Jim, that certainly looks good. That puts most of my doubts to rest. :)
Thanks!

- Ananth

dwight_10gen

unread,

May 15, 2009, 3:45:08 PM5/15/09

to mongodb-user

It's using UTF-8 so that strings are packed efficiently for common
characters; obviously there are some pros and cons vs. UTF-16. Give
it a try and let us know if you have issues, the goal is that the
database works well globally.

P.S. Short term it is possible to stick UTF-16 and unicode in BSON
BinData type in MongoDB objects. BinData is queryable and sortable
(albeit the sort order is a bit naive, memcmp() order) -- so there are
some possibilities there if needed short term, especially if one wrote
a cuople little helper functions that sat atop the existing driver.
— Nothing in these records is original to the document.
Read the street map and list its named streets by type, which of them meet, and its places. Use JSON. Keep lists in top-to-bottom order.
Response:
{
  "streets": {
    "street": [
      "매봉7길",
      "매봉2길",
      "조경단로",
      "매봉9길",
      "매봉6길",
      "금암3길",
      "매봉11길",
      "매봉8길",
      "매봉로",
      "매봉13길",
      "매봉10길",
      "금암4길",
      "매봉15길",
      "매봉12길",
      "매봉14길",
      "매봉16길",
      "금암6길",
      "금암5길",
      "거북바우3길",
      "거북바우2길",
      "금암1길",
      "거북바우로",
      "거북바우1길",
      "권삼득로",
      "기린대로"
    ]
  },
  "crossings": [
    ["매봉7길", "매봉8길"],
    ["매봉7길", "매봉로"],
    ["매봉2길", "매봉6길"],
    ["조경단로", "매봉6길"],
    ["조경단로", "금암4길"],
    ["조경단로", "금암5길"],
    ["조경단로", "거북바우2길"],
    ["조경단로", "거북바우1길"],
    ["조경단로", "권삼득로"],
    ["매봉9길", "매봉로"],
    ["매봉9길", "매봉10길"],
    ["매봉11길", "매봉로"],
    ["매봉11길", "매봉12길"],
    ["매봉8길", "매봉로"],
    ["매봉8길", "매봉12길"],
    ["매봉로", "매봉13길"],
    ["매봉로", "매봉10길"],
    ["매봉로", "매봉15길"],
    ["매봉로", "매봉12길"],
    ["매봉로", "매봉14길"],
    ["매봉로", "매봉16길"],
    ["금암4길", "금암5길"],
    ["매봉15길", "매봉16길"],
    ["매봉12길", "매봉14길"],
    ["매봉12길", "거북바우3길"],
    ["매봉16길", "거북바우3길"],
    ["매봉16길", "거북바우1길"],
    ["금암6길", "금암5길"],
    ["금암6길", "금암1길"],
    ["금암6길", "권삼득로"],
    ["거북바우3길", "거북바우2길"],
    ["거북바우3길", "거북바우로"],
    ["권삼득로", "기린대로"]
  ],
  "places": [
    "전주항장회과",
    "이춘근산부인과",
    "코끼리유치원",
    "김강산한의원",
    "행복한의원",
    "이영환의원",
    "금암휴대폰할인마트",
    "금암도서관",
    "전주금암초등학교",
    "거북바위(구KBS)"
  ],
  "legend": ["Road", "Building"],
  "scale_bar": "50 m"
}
On May 15, 12:01 am, Ananth Deodhar <ananthdeod...@gmail.com> wrote:
> Hmm, I will check that out, usually we store EA languages (japanese, korean,
> simp. chinese) as UTF-16. But even UTF-8 should do fine. I'll just use some
> dummy values to check that out.
>
> Jim, that certainly looks good. That puts most of my doubts to rest. :)
> Thanks!
>
> - Ananth
>

Kavita Moholkar

unread,

Sep 29, 2016, 2:09:31 AM9/29/16

to mongodb-user, ananth...@gmail.com

Hello Sir,

For my on going research i require to store indian language (i.e marathi) in mongodb.How can I do it?

Nishant Bhardwaj

unread,

Oct 10, 2016, 1:35:07 AM10/10/16

to mongodb-user, ananth...@gmail.com

Hello Kavita,

In MongoDB strings are stored in UTF-8 BSON format. As as result, in MongoDB you can store and retrieve Indic language characters.
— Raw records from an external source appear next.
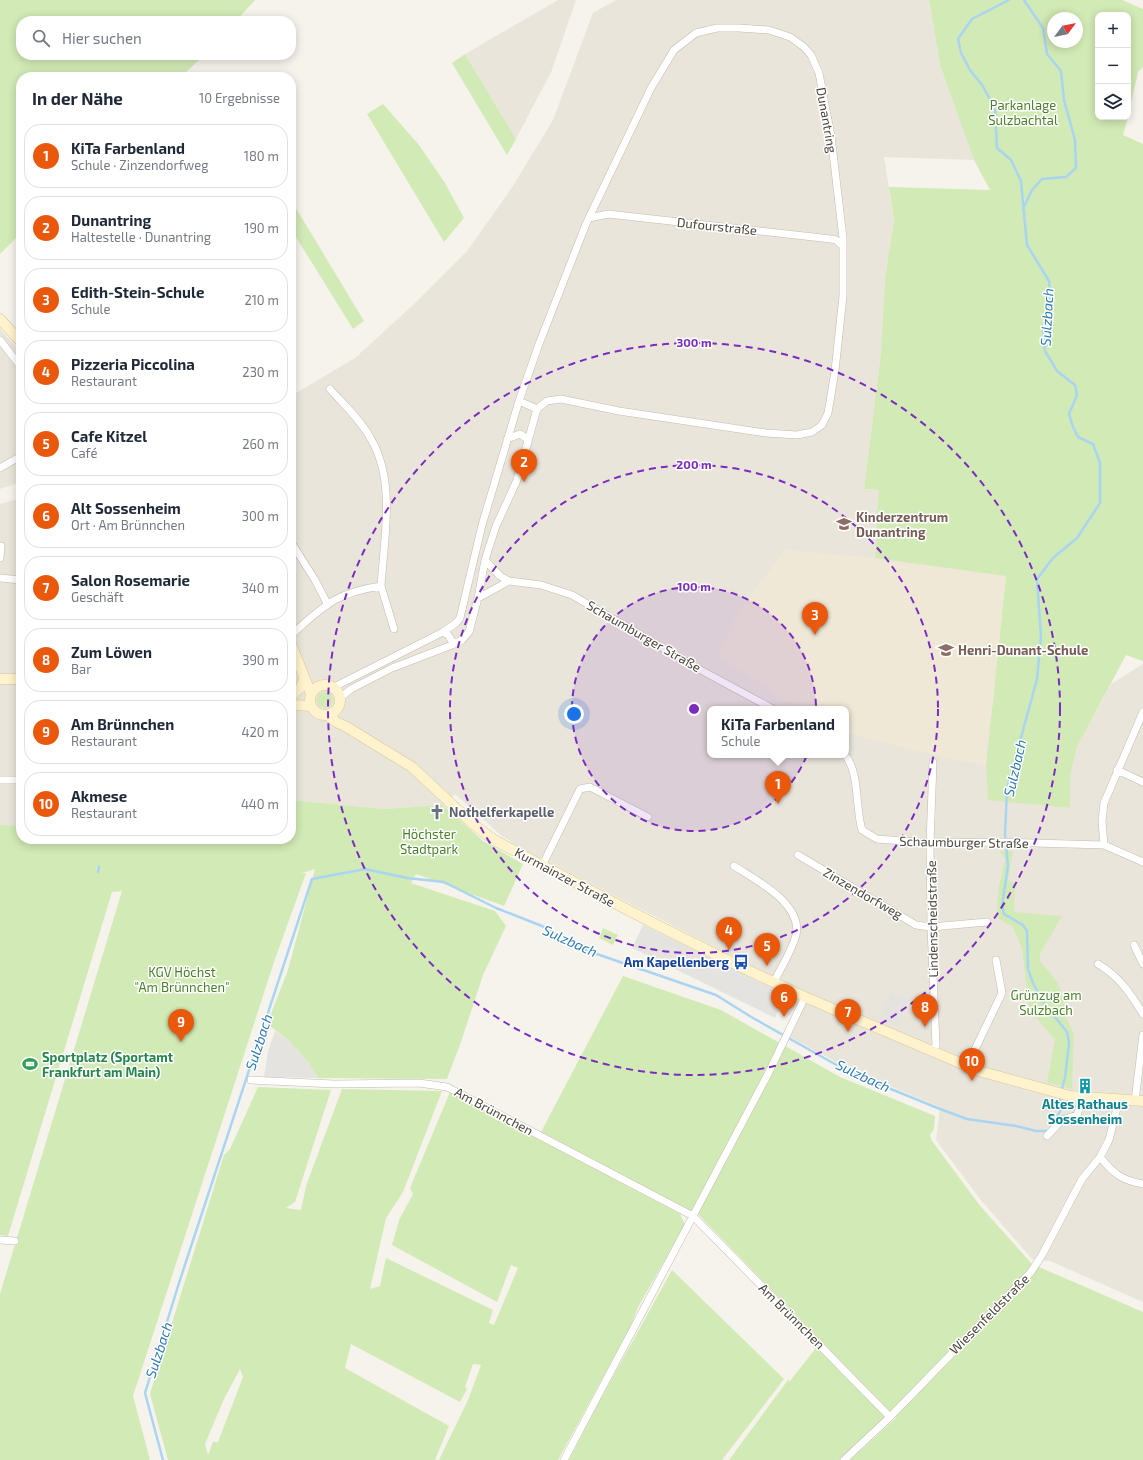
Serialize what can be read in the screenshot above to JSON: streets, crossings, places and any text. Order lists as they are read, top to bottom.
{
  "streets": {
    "main road": ["Kurmainzer Straße"],
    "street": [
      "Dunantring",
      "Dufourstraße",
      "Schaumburger Straße",
      "Zinzendorfweg",
      "Lindenscheidstraße",
      "Am Brünnchen",
      "Wiesenfeldstraße"
    ]
  },
  "crossings": [
    ["Dunantring", "Dufourstraße"],
    ["Dunantring", "Kurmainzer Straße"],
    ["Schaumburger Straße", "Lindenscheidstraße"],
    ["Kurmainzer Straße", "Lindenscheidstraße"],
    ["Kurmainzer Straße", "Wiesenfeldstraße"],
    ["Zinzendorfweg", "Lindenscheidstraße"],
    ["Am Brünnchen", "Wiesenfeldstraße"]
  ],
  "water": ["Sulzbach"],
  "parks": [
    "Parkanlage Sulzbachtal",
    "Höchster Stadtpark",
    "KGV Höchst \"Am Brünnchen\"",
    "Grünzug am Sulzbach"
  ],
  "places": {
    "school or university": ["Kinderzentrum Dunantring", "Henri-Dunant-Schule"],
    "church": ["Nothelferkapelle"],
    "bus stop": ["Am Kapellenberg"],
    "sports": ["Sportplatz (Sportamt Frankfurt am Main)"],
    "building": ["Altes Rathaus Sossenheim"]
  },
  "north": "top right",
  "page": {
    "map_buttons": ["+", "−"],
    "search": "Hier suchen",
    "heading": ["In der Nähe", "10 Ergebnisse"],
    "list": [
      {
        "mark": "1",
        "name": "KiTa Farbenland",
        "note": "Schule · Zinzendorfweg",
        "value": "180 m"
      },
      {
        "mark": "2",
        "name": "Dunantring",
        "note": "Haltestelle · Dunantring",
        "value": "190 m"
      },
      {
        "mark": "3",
        "name": "Edith-Stein-Schule",
        "note": "Schule",
        "value": "210 m"
      },
      {
        "mark": "4",
        "name": "Pizzeria Piccolina",
        "note": "Restaurant",
        "value": "230 m"
      },
      {
        "mark": "5",
        "name": "Cafe Kitzel",
        "note": "Café",
        "value": "260 m"
      },
      {
        "mark": "6",
        "name": "Alt Sossenheim",
        "note": "Ort · Am Brünnchen",
        "value": "300 m"
      },
      {
        "mark": "7",
        "name": "Salon Rosemarie",
        "note": "Geschäft",
        "value": "340 m"
      },
      {
        "mark": "8",
        "name": "Zum Löwen",
        "note": "Bar",
        "value": "390 m"
      },
      {
        "mark": "9",
        "name": "Am Brünnchen",
        "note": "Restaurant",
        "value": "420 m"
      },
      {
        "mark": "10",
        "name": "Akmese",
        "note": "Restaurant",
        "value": "440 m"
      }
    ],
    "pins": [
      "2",
      "3",
      "1",
      "4",
      "5",
      "6",
      "8",
      "7",
      "9",
      "10"
    ],
    "popup": ["KiTa Farbenland", "Schule"]
  },
  "rings": ["300 m", "200 m", "100 m"]
}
For example I tested CRUD operations and $regex operator on documents with marathi words in MongoDB on v2.6 above.

> db.version()
2.6.11
> 
> 
> db.coll.insert({ word : "लवकर" })
WriteResult({ "nInserted" : 1 })
> db.coll.insert({ word : "निजे" })
WriteResult({ "nInserted" : 1 })
> db.coll.insert({ word : "लवकर" })
WriteResult({ "nInserted" : 1 })
> db.coll.insert({ word : "उठे" })
WriteResult({ "nInserted" : 1 })
> db.coll.insert({ word : "तया" })
WriteResult({ "nInserted" : 1 })
> db.coll.insert({ word : "ज्ञान"  })
WriteResult({ "nInserted" : 1 })
> db.coll.insert({ word : "सुख" })
WriteResult({ "nInserted" : 1 })
> db.coll.insert({ word : "समृद्धी" })
WriteResult({ "nInserted" : 1 })
> db.coll.insert({ word : "भेटे" })
WriteResult({ "nInserted" : 1 })
>

Using find function also works fine. The below code outputs two documents as expected.
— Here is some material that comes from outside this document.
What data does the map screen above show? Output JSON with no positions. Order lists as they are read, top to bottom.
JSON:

> db.coll.find({ word : "लवकर"})
{ "_id" : ObjectId("57f79060ac150ccd922b290e"), "word" : "लवकर" }
{ "_id" : ObjectId("57f79060ac150ccd922b2910"), "word" : "लवकर" }

Document removal also works in similar manner:

> db.coll.count()
9
> db.coll.remove({word : "लवकर"})
WriteResult({ "nRemoved" : 2 })
> db.coll.count()
7
>

You can also use $regex operator to search for regular expressions like below:

> db.coll.find({ word : { $regex : /स/ }})
{ "_id" : ObjectId("57f79060ac150ccd922b2914"), "word" : "सुख" }
{ "_id" : ObjectId("57f79060ac150ccd922b2915"), "word" : "समृद्धी" }

MongoDB v3.4 will have Collation and Case-Insensitive Indexes that support language-specific rules for string comparisons. I can see hindi in the list of supported-languages for this.